▶ _PROBLEM_: For the entries below, work out how many lines contain the string "Sort" and write only the number.

▶ _RECORD EXTRACTS_:
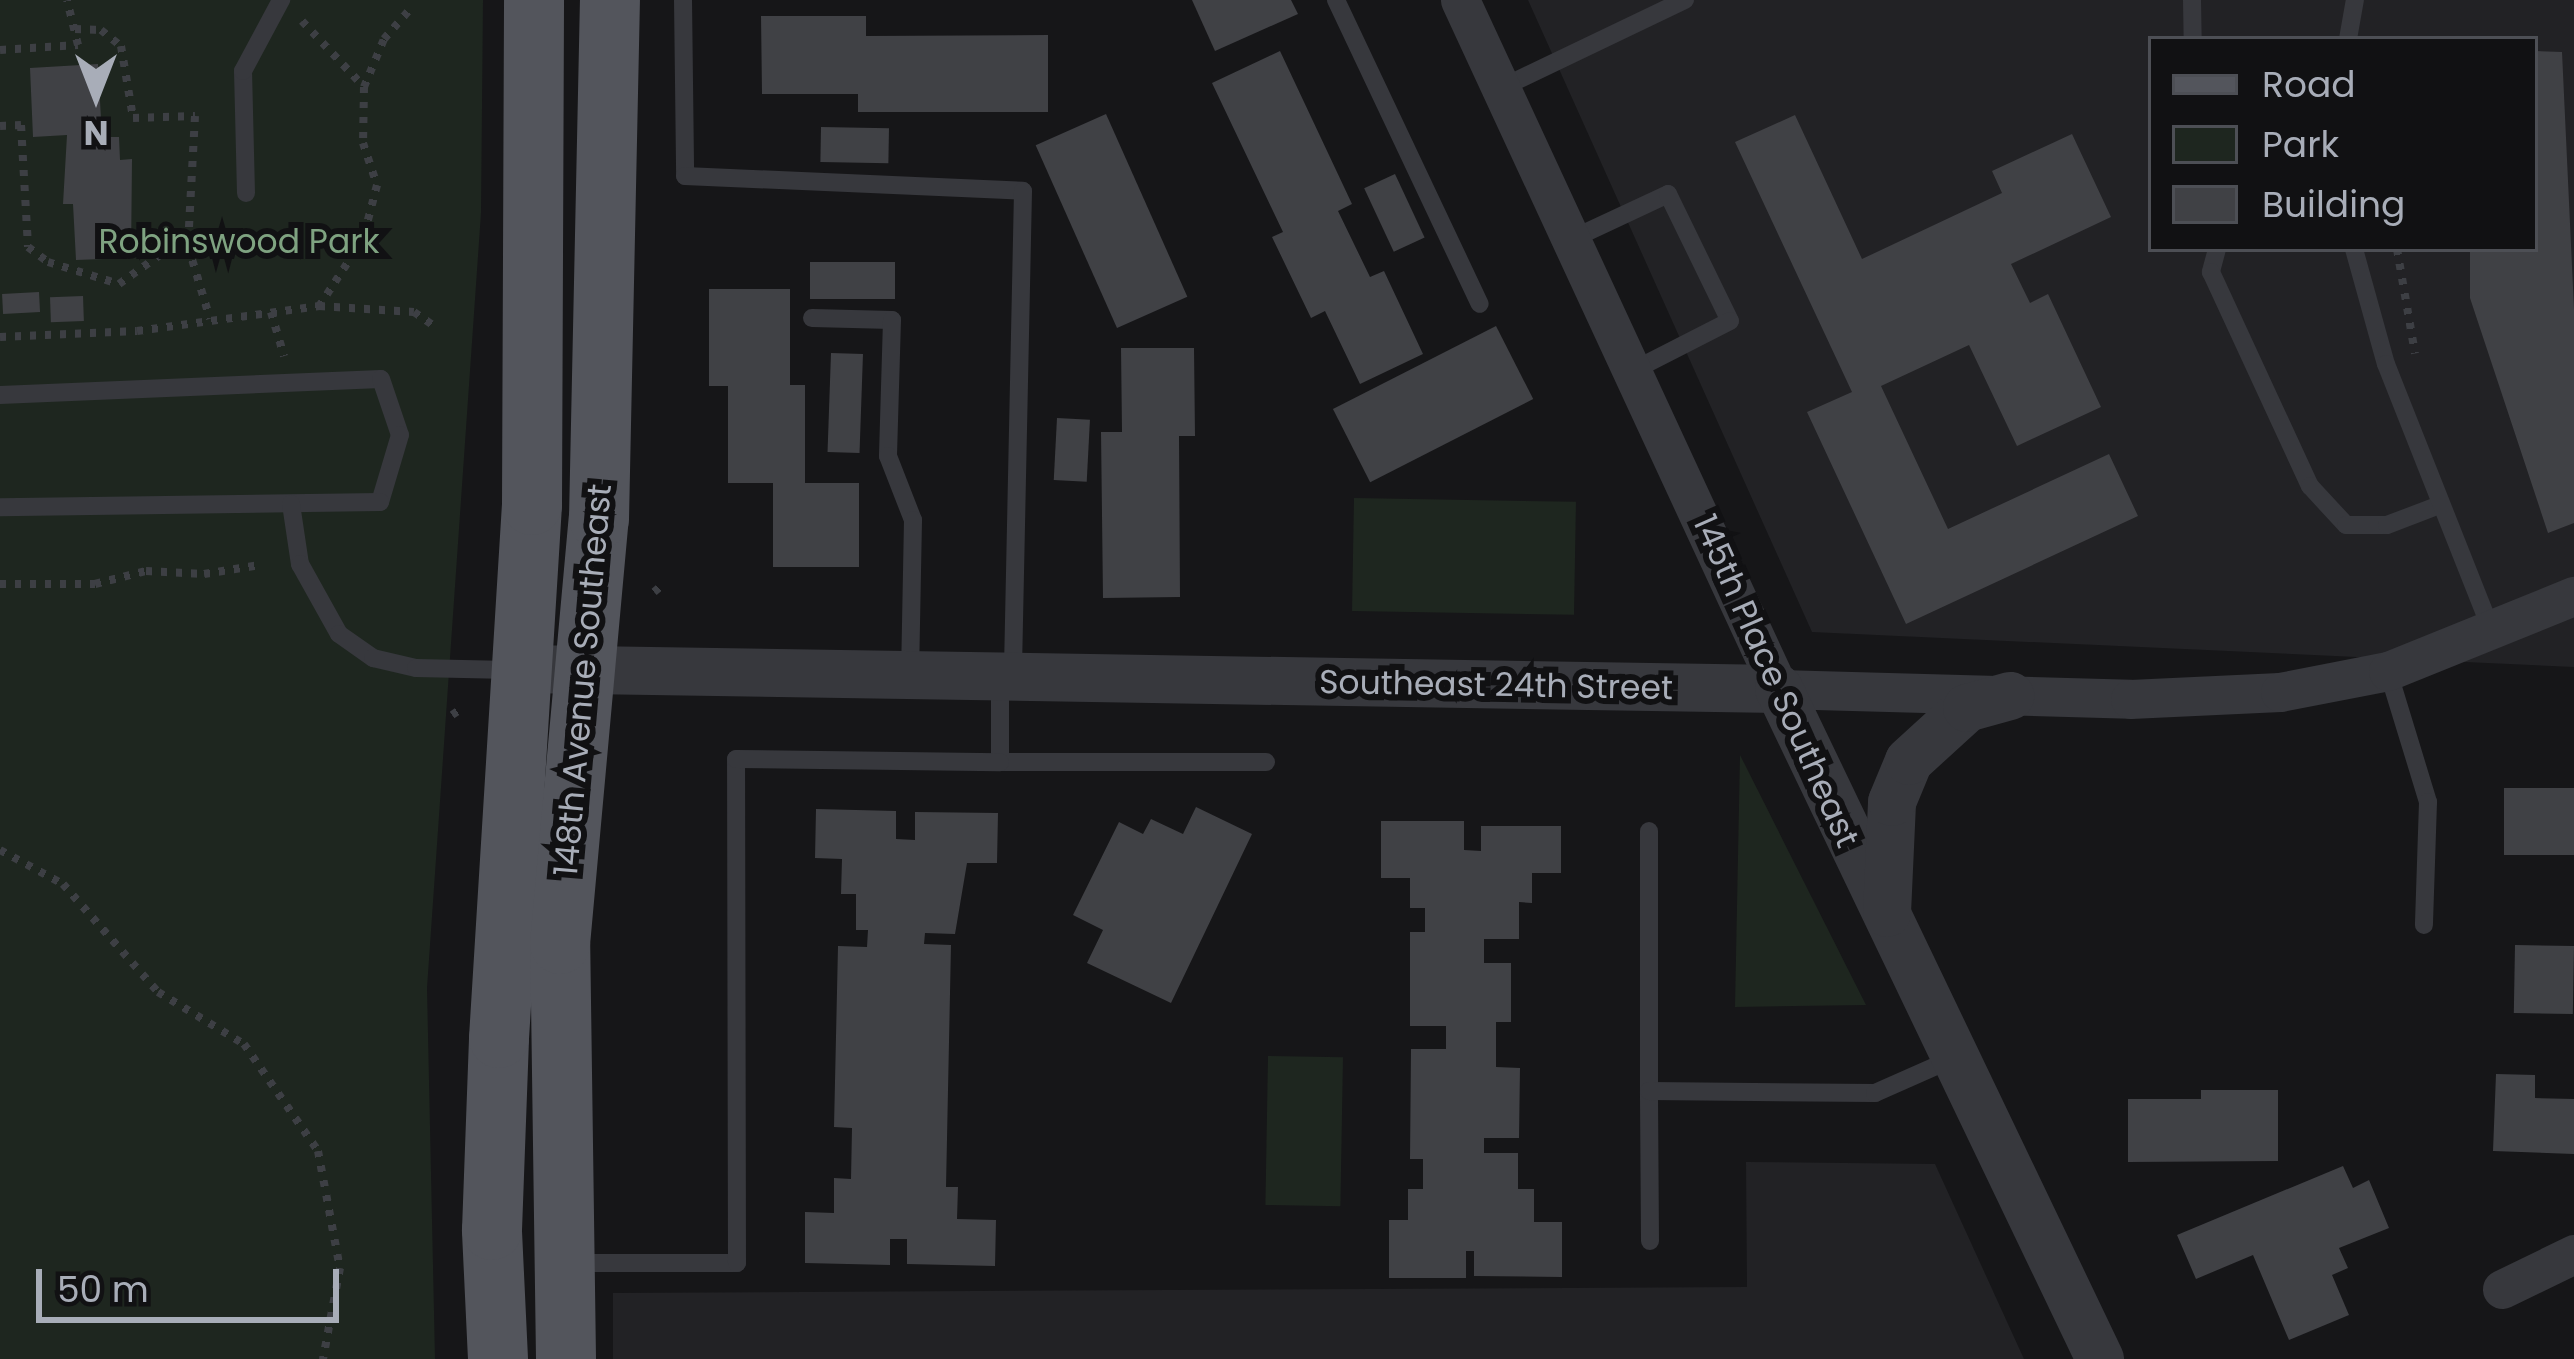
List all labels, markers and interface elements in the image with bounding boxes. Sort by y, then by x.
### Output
north arrow [36,36,156,156]
legend [2148,36,2538,252]
text: Road [2262,59,2356,110]
text: N [84,109,108,156]
text: Park [2262,119,2339,170]
text: Building [2262,179,2405,230]
park label: Robinswood Park [98,222,380,262]
street label: 148th Avenue Southeast [546,482,620,878]
street label: 145th Place Southeast [1685,509,1867,853]
street label: Southeast 24th Street [1319,662,1673,708]
scale bar [42,1245,345,1319]
text: 50 m [57,1264,149,1315]

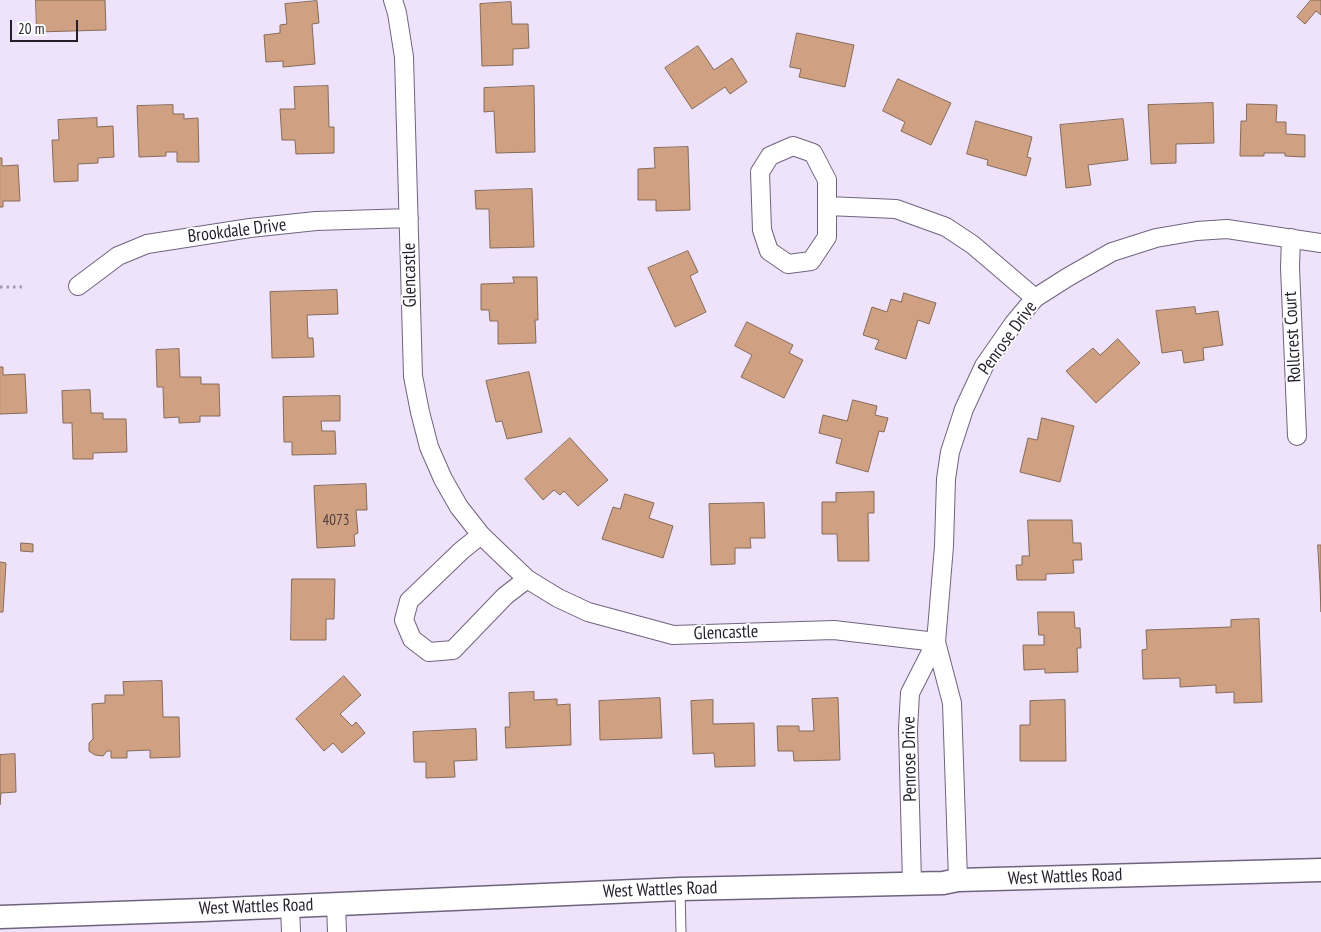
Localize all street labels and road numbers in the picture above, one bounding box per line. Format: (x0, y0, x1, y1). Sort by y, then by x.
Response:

▶ _YOUR RESPONSE_: 2